I use a GLOCK 3.5 pound "minus" connector in mine, but there are a few other manufacturers out there as well. All of my gun springs come from Wolff - www.gunsprings.com


----------



## aaronious45 (Dec 15, 2011)

It's brand new, had the 2 factory rounds through it only...it has quickly become the wife's though. I'm guna get it to the paint factory (Tim b) next pay check as an anaversary present...as soon as she saw it she liked it and didn't have the heart to say "back off woman it's mine!"
Bill, what does the reduced power striker do? Im brand new to glocks so forgive my ignorance


----------



## TheCarver (May 5, 2011)

I had the 3 1/2 bar an double spring stainless guild rod for wieght to keep follow up shots smoother, installed when first got it, But please explain the reduced spring an lighter titainium striker??? I was told it will allow a faster reset on follow up shots. An that if used in CCW firearms its qestionable on the write up on a use of deadly force. ???? Self defence is self defence isnt it. I know the speed shooters at our range all keep saying put it in an you will never want to shoot a Glock without these parts installed. But I picked up the wifes 19 off the range table which looks like mine an pulled double taps with it an it has the factory parts, So go figure, My ears or should I say my eyes are open to learn, These Glocks are new tools to me, Thanks ole Carver


----------



## scubapro (Nov 27, 2010)

aaronious45 said:


> Bill, what does the reduced power striker do? Im brand new to glocks so forgive my ignorance


The striker spring constitutes a major factor in the trigger pull weight. A minus connector alone will help -- but installing the reduced power springs in the striker and safety plunger lightens the trigger pull even more.


----------



## scubapro (Nov 27, 2010)

Carver,

I see no need for the titanium add-on parts in a Glock. The reduction in weight to the pistol is miniscule. Also, although stronger than regular steel -- titanium is more brittle. I don't want a brittle striker in my pistol.
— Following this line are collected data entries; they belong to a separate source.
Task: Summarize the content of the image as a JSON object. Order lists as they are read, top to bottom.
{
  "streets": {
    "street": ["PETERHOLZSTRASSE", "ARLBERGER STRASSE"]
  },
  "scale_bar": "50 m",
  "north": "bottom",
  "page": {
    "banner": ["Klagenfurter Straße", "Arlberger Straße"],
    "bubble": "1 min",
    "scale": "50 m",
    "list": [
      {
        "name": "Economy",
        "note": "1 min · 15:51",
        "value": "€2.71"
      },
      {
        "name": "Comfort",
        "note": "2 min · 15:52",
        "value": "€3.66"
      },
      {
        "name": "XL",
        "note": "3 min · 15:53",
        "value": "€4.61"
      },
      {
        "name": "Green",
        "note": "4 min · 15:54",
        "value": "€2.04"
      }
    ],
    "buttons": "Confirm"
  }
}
I keep all of my parts OEM (thus why I buy the Glock "minus" connectors) -- except the springs mentioned. I believe in Wolff springs for all my firearms. However, I stick with the factory RSAs in my Glocks.

As for a post shooting evaluation of your Glock -- don't lose too much sleep over it. The best that I can tell, the FDLE is looking for projectile comparisons only. In Glocks, or any other pistol with polygonal rifling - that is quite difficult anyway.


----------



## welldoya (Oct 5, 2007)

I've got a G19 and the long trigger pull does take some getting used to but I don't know that I would want to lighten it, especially with there being no traditional external safety.


----------



## shootnstarz (May 4, 2011)

Buy more mags, buy lots of mags !!! 

They do come in pink too. I knew a lady that had one so her husband wouldn't try to claim it.

Rick


----------



## Gravity3694 (May 10, 2011)

scubapro said:


> Carver,
> 
> I see no need for the titanium add-on parts in a Glock. The reduction in weight to the pistol is miniscule. Also, although stronger than regular steel -- titanium is more brittle. I don't want a brittle striker in my pistol.
> 
> I keep all of my parts OEM (thus why I buy the Glock "minus" connectors) -- except the springs mentioned. I believe in Wolff springs for all my firearms. However, I stick with the factory RSAs in my Glocks.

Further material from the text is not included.